The speed of light to five significant figures is \(2.9979 \times 10^{8} \mathrm{~m} / \mathrm{s}\). What is the speed of light to three significant figures?

Short answer

The speed of light to three significant figures is \(3.00 \times 10^8 \mathrm{~m/s}\).

Step-by-step solution

Understand Significant Figures

Significant figures are the digits in a number that are known with certainty plus one estimated digit. When reducing the number of significant figures, we maintain the most significant digits based on the original information provided.

Identify the First Three Significant Figures

The given speed of light is \(2.9979 \times 10^8\). The first three significant figures are '2', '9', and '9'.

Round to Three Significant Figures

After identifying '2', '9', and '9', the next digit is '7'. According to rounding rules, if the next digit is 5 or greater, increment the last significant digit by 1. Thus, '9' becomes '10', rolling over to make '2.99' into '3.00'.

Express in Scientific Notation

The value now is '3.00', which can be expressed in scientific notation as \(3.00 \times 10^8\), ensuring we maintain three significant figures in our answer.

Key concepts

Scientific Notation

Scientific notation is a way of expressing very large or very small numbers in a compact form. It's particularly useful in sciences, like physics, where we often deal with extreme quantities. In scientific notation, a number is written as the product of two parts:

• A coefficient that is between 1 and 10.
• An exponent of 10.

For example, the speed of light can be written as \(2.9979 \times 10^8\, \mathrm{m/s}\). Here, '2.9979' is the coefficient, and '\(10^8\)' denotes how many times to multiply the coefficient by 10.
This method ensures that we concisely represent and work with numbers, maintaining clarity and precision. It's exceptionally useful for maintaining consistency when calculating or conveying scientific measurements.

Rounding Rules

Rounding is the process of simplifying a number to make it easier to work with, while maintaining as much accuracy as necessary. The rules of rounding are essential when dealing with significant figures, which dictate how many digits should be kept for precision.
To round to a certain number of significant figures, you:

• Identify the last digit you need to keep.
• Look at the next digit (the one you're considering dropping).
• If that digit is 5 or higher, increase the last kept digit by 1.
• If that digit is less than 5, leave the last kept digit unchanged.

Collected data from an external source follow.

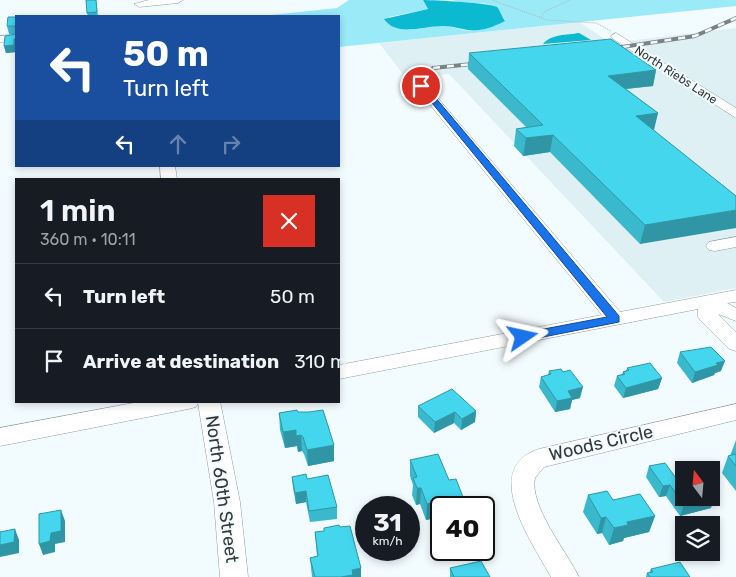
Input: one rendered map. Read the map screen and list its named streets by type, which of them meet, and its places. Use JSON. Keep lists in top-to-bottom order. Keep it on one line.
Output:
{"streets":{"street":["North Riebs Lane","Woods Circle","North 60th Street"]},"north":"top","page":{"turn":["50 m","Turn left"],"heading":["1 min","360 m · 10:11"],"list":[{"name":"Turn left","value":"50 m"},{"name":"Arrive at destination","value":"310 m"}],"speed":"31 km/h","limit":"40"}}
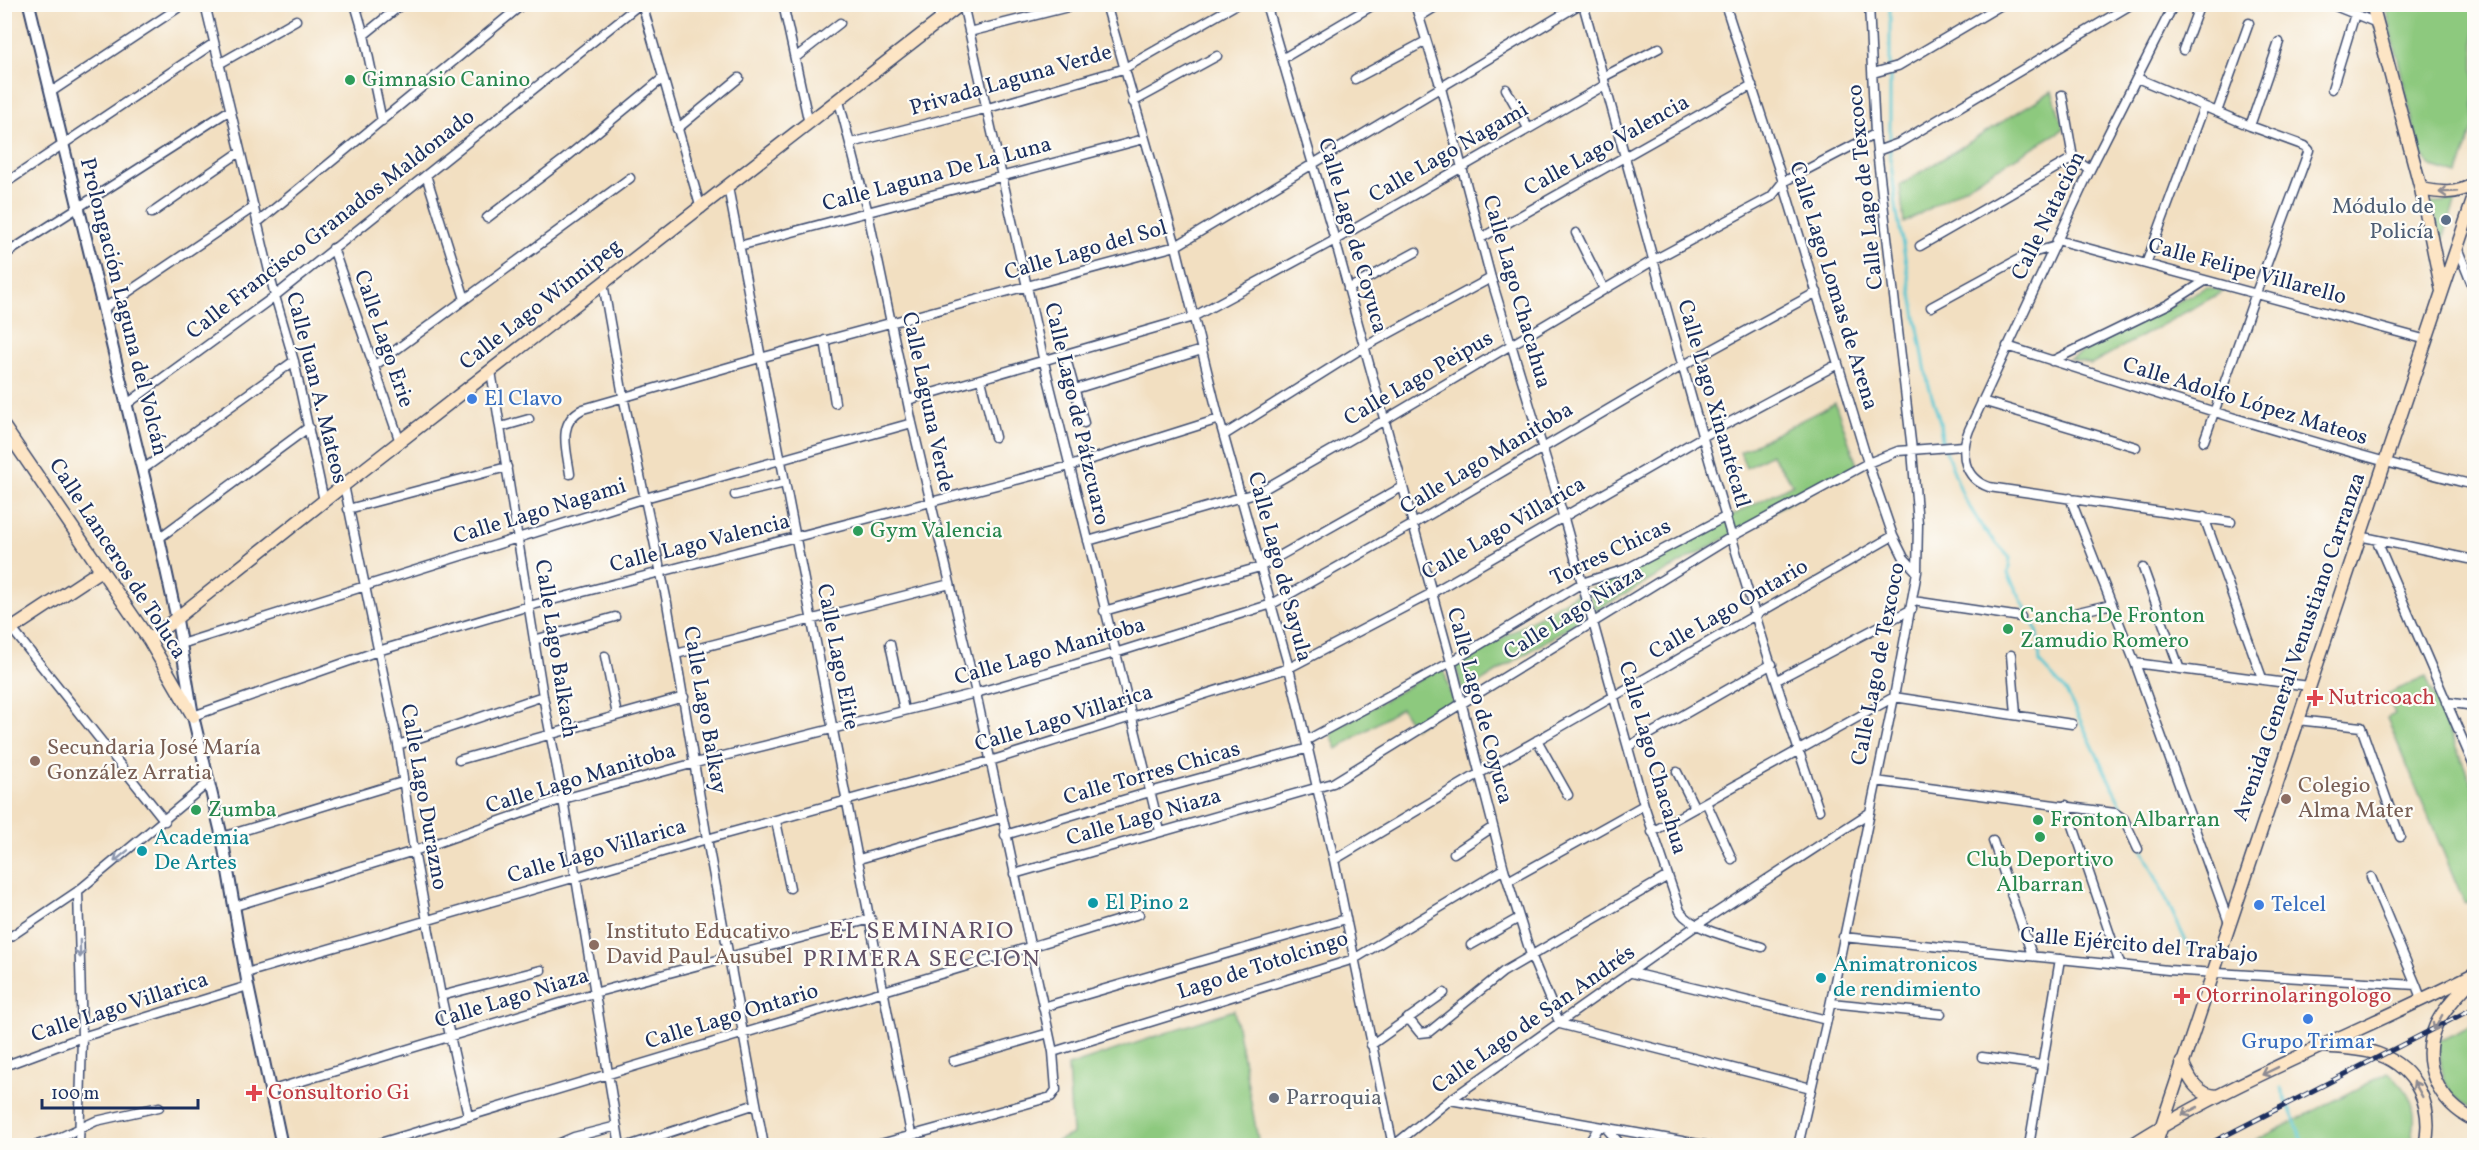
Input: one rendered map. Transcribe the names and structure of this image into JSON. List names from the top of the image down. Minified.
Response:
{"streets":{"main road":["Calle Lago Winnipeg","Calle Lanceros de Toluca","Avenida General Venustiano Carranza"],"street":["Privada Laguna Verde","Calle Lago Valencia","Calle Lago Nagami","Calle Laguna De La Luna","Calle Lago de Texcoco","Calle Natación","Calle Francisco Granados Maldonado","Calle Lago de Coyuca","Calle Lago del Sol","Calle Felipe Villarello","Calle Lago Lomas de Arena","Calle Lago Chacahua","Prolongación Laguna del Volcán","Calle Lago Erie","Calle Lago Peipus","Calle Juan A. Mateos","Calle Laguna Verde","Calle Adolfo López Mateos","Calle Lago Xinantécatl","Calle Lago de Pátzcuaro","Calle Lago Manitoba","Calle Lago Villarica","Torres Chicas","Calle Lago de Sayula","Calle Lago Ontario","Calle Lago Niaza","Calle Lago Balkach","Calle Lago Elite","Calle Lago Balkay","Calle Torres Chicas","Calle Lago Durazno","Calle Ejército del Trabajo","Lago de Totolcingo","Calle Lago de San Andrés"]},"crossings":[["Privada Laguna Verde","Calle Laguna Verde"],["Privada Laguna Verde","Calle Lago de Pátzcuaro"],["Privada Laguna Verde","Calle Lago de Sayula"],["Calle Lago Valencia","Calle Lago Lomas de Arena"],["Calle Lago Valencia","Calle Lago Chacahua"],["Calle Lago Valencia","Prolongación Laguna del Volcán"],["Calle Lago Valencia","Calle Laguna Verde"],["Calle Lago Valencia","Calle Lago Xinantécatl"],["Calle Lago Valencia","Calle Lago de Pátzcuaro"],["Calle Lago Valencia","Calle Lanceros de Toluca"],["Calle Lago Valencia","Calle Lago de Sayula"],["Calle Lago Valencia","Calle Lago Balkach"],["Calle Lago Valencia","Calle Lago Elite"],["Calle Lago Valencia","Calle Lago Balkay"],["Calle Lago Valencia","Calle Lago Durazno"],["Calle Lago Nagami","Calle Lago de Coyuca"],["Calle Lago Nagami","Calle Lago Chacahua"],["Calle Lago Nagami","Prolongación Laguna del Volcán"],["Calle Lago Nagami","Calle Laguna Verde"],["Calle Lago Nagami","Calle Lago Xinantécatl"],["Calle Lago Nagami","Calle Lago de Pátzcuaro"],["Calle Lago Nagami","Calle Lago de Sayula"],["Calle Lago Nagami","Calle Lago Balkach"],["Calle Lago Nagami","Calle Lago Elite"],["Calle Lago Nagami","Calle Lago Balkay"],["Calle Lago Nagami","Calle Lago Durazno"],["Calle Laguna De La Luna","Calle Laguna Verde"],["Calle Laguna De La Luna","Calle Lago de Pátzcuaro"],["Calle Laguna De La Luna","Calle Lago de Sayula"],["Calle Laguna De La Luna","Calle Lago Elite"],["Calle Lago de Texcoco","Calle Lago Lomas de Arena"],["Calle Lago de Texcoco","Calle Lago Peipus"],["Calle Lago de Texcoco","Calle Lago Niaza"],["Calle Lago de Texcoco","Calle Ejército del Trabajo"],["Calle Lago de Texcoco","Calle Lago de San Andrés"],["Calle Natación","Calle Felipe Villarello"],["Calle Natación","Calle Adolfo López Mateos"],["Calle Natación","Calle Lago Niaza"],["Calle Francisco Granados Maldonado","Prolongación Laguna del Volcán"],["Calle Francisco Granados Maldonado","Calle Lago Erie"],["Calle Francisco Granados Maldonado","Calle Juan A. Mateos"],["Calle Lago de Coyuca","Calle Lago del Sol"],["Calle Lago de Coyuca","Calle Lago Peipus"],["Calle Lago de Coyuca","Calle Lago Manitoba"],["Calle Lago de Coyuca","Calle Lago Villarica"],["Calle Lago de Coyuca","Torres Chicas"],["Calle Lago de Coyuca","Calle Lago Ontario"],["Calle Lago de Coyuca","Calle Lago Niaza"],["Calle Lago de Coyuca","Calle Torres Chicas"],["Calle Lago de Coyuca","Lago de Totolcingo"],["Calle Lago de Coyuca","Calle Lago de San Andrés"],["Calle Lago del Sol","Calle Lago Chacahua"],["Calle Lago del Sol","Calle Laguna Verde"],["Calle Lago del Sol","Calle Lago Xinantécatl"],["Calle Lago del Sol","Calle Lago de Pátzcuaro"],["Calle Lago del Sol","Calle Lago de Sayula"],["Calle Lago del Sol","Calle Lago Elite"],["Calle Lago del Sol","Calle Lago Balkay"],["Calle Felipe Villarello","Avenida General Venustiano Carranza"],["Calle Lago Lomas de Arena","Calle Lago Peipus"],["Calle Lago Lomas de Arena","Calle Lago Manitoba"],["Calle Lago Lomas de Arena","Calle Lago Villarica"],["Calle Lago Lomas de Arena","Calle Lago Ontario"],["Calle Lago Lomas de Arena","Calle Lago Niaza"],["Calle Lago Chacahua","Calle Lago Peipus"],["Calle Lago Chacahua","Calle Lago Manitoba"],["Calle Lago Chacahua","Calle Lago Villarica"],["Calle Lago Chacahua","Torres Chicas"],["Calle Lago Chacahua","Calle Lago Ontario"],["Calle Lago Chacahua","Calle Lago Niaza"],["Calle Lago Chacahua","Calle Lago de San Andrés"],["Calle Lago Winnipeg","Prolongación Laguna del Volcán"],["Calle Lago Winnipeg","Calle Lago Erie"],["Calle Lago Winnipeg","Calle Juan A. Mateos"],["Calle Lago Winnipeg","Calle Laguna Verde"],["Calle Lago Winnipeg","Calle Lago de Pátzcuaro"],["Calle Lago Winnipeg","Calle Lanceros de Toluca"],["Calle Lago Winnipeg","Calle Lago Balkach"],["Calle Lago Winnipeg","Calle Lago Elite"],["Calle Lago Winnipeg","Calle Lago Balkay"],["Calle Lago Winnipeg","Calle Lago Durazno"],["Prolongación Laguna del Volcán","Calle Lago Manitoba"],["Prolongación Laguna del Volcán","Calle Lago Villarica"],["Prolongación Laguna del Volcán","Calle Lanceros de Toluca"],["Prolongación Laguna del Volcán","Calle Lago Niaza"],["Calle Lago Peipus","Calle Lago Xinantécatl"],["Calle Lago Peipus","Calle Lago de Pátzcuaro"],["Calle Lago Peipus","Calle Lago de Sayula"],["Calle Laguna Verde","Calle Lago Manitoba"],["Calle Laguna Verde","Calle Lago Villarica"],["Calle Laguna Verde","Calle Lago Ontario"],["Calle Laguna Verde","Calle Lago Niaza"],["Calle Laguna Verde","Calle Lago Elite"],["Calle Laguna Verde","Calle Torres Chicas"],["Calle Laguna Verde","Lago de Totolcingo"],["Calle Adolfo López Mateos","Avenida General Venustiano Carranza"],["Calle Lago Xinantécatl","Calle Lago Manitoba"],["Calle Lago Xinantécatl","Calle Lago Villarica"],["Calle Lago Xinantécatl","Torres Chicas"],["Calle Lago Xinantécatl","Calle Lago Ontario"],["Calle Lago Xinantécatl","Calle Lago Niaza"],["Calle Lago de Pátzcuaro","Calle Lago Manitoba"],["Calle Lago de Pátzcuaro","Calle Lago Villarica"],["Calle Lago de Pátzcuaro","Calle Lago Niaza"],["Calle Lago de Pátzcuaro","Calle Torres Chicas"],["Calle Lago Manitoba","Calle Lago de Sayula"],["Calle Lago Manitoba","Calle Lago Balkach"],["Calle Lago Manitoba","Calle Lago Elite"],["Calle Lago Manitoba","Calle Lago Balkay"],["Calle Lago Manitoba","Calle Lago Durazno"],["Calle Lago Villarica","Calle Lago de Sayula"],["Calle Lago Villarica","Calle Lago Balkach"],["Calle Lago Villarica","Calle Lago Elite"],["Calle Lago Villarica","Calle Lago Balkay"],["Calle Lago Villarica","Calle Lago Durazno"],["Torres Chicas","Calle Torres Chicas"],["Calle Lago de Sayula","Calle Lago Ontario"],["Calle Lago de Sayula","Calle Lago Niaza"],["Calle Lago de Sayula","Calle Torres Chicas"],["Calle Lago de Sayula","Lago de Totolcingo"],["Calle Lago de Sayula","Calle Lago de San Andrés"],["Calle Lago Ontario","Calle Lago Balkach"],["Calle Lago Ontario","Calle Lago Elite"],["Calle Lago Ontario","Calle Lago Balkay"],["Calle Lago Ontario","Calle Lago Durazno"],["Calle Lago Niaza","Calle Lago Balkach"],["Calle Lago Niaza","Calle Lago Elite"],["Calle Lago Niaza","Calle Lago Balkay"],["Calle Lago Niaza","Calle Lago Durazno"],["Avenida General Venustiano Carranza","Calle Ejército del Trabajo"]],"districts":["EL SEMINARIO PRIMERA SECCION"],"places":{"other":["Gimnasio Canino","Módulo de Policía","El Clavo","Gym Valencia","Cancha De Fronton Zamudio Romero","Secundaria José María González Arratia","Colegio Alma Mater","Zumba","Fronton Albarran","Club Deportivo Albarran","Academia De Artes","El Pino 2","Telcel","Instituto Educativo David Paul Ausubel","Animatronicos de rendimiento","Grupo Trimar","Parroquia"],"health":["Nutricoach","Otorrinolaringologo","Consultorio Gi"]},"scale_bar":"100 m"}
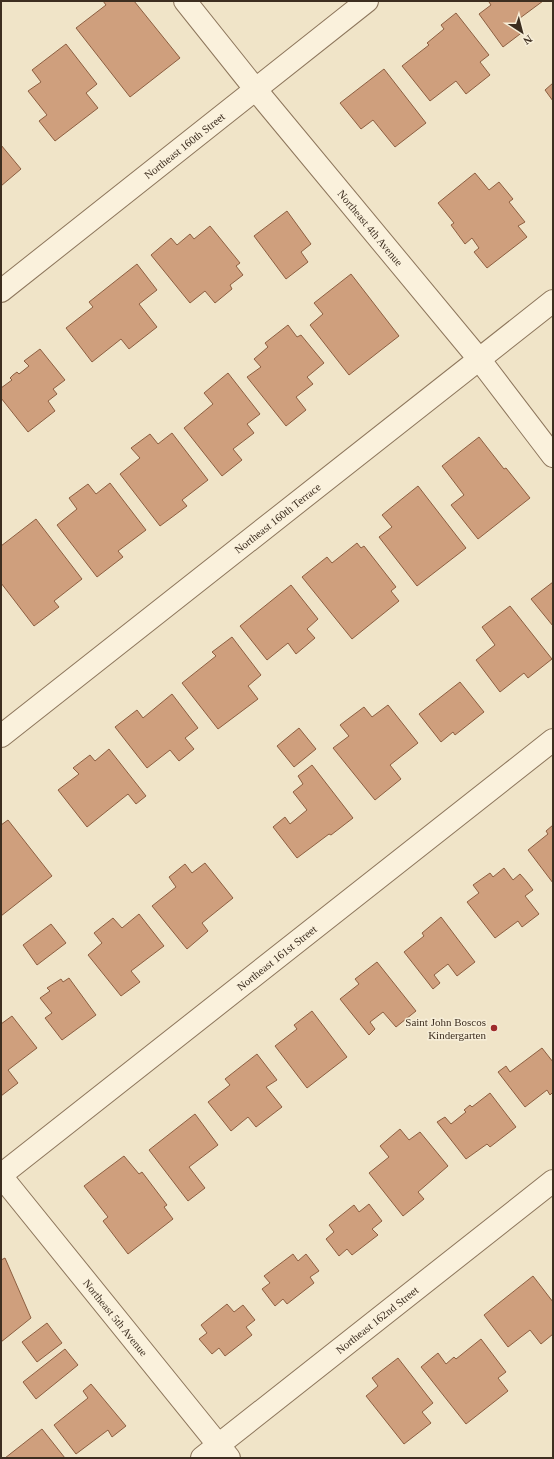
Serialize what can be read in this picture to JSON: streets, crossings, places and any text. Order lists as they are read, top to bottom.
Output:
{
  "streets": {
    "street": [
      "Northeast 160th Street",
      "Northeast 4th Avenue",
      "Northeast 160th Terrace",
      "Northeast 161st Street",
      "Northeast 5th Avenue",
      "Northeast 162nd Street"
    ]
  },
  "crossings": [
    ["Northeast 160th Street", "Northeast 4th Avenue"],
    ["Northeast 4th Avenue", "Northeast 160th Terrace"],
    ["Northeast 161st Street", "Northeast 5th Avenue"],
    ["Northeast 5th Avenue", "Northeast 162nd Street"]
  ],
  "places": ["Saint John Boscos Kindergarten"],
  "north": "bottom right"
}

For instance, rounding \(2.9979\) to three significant figures involves looking at '2.997'. Since the next digit is 9, you round the second 9 up to make it '3.00'.
These simple rules allow us to express values succinctly, while avoiding unnecessary complexity.

Speed of Light

The speed of light is a fundamental constant in physics, denoted by the symbol \(c\). It's known to be approximately \(3 \times 10^8\, \mathrm{m/s}\) in a vacuum. This constant is not just a measure of speed, but it's instrumental in various scientific laws and equations.
For instance, Einstein's theory of relativity is based on the principle that nothing can travel faster than the speed of light. It serves as a "speed limit" for the universe. Besides its scientific implications, the speed of light is used to define the meter, the base unit of length in the International System of Units (SI). A meter is defined as the distance light travels in a vacuum in \(1/299,792,458\) of a second.
Understanding the speed of light helps us grasp the vast distances in space and the principles that govern electromagnetic radiation. It’s fascinating how such a constant can be crucial in both everyday technologies, like GPS, and in understanding the cosmos.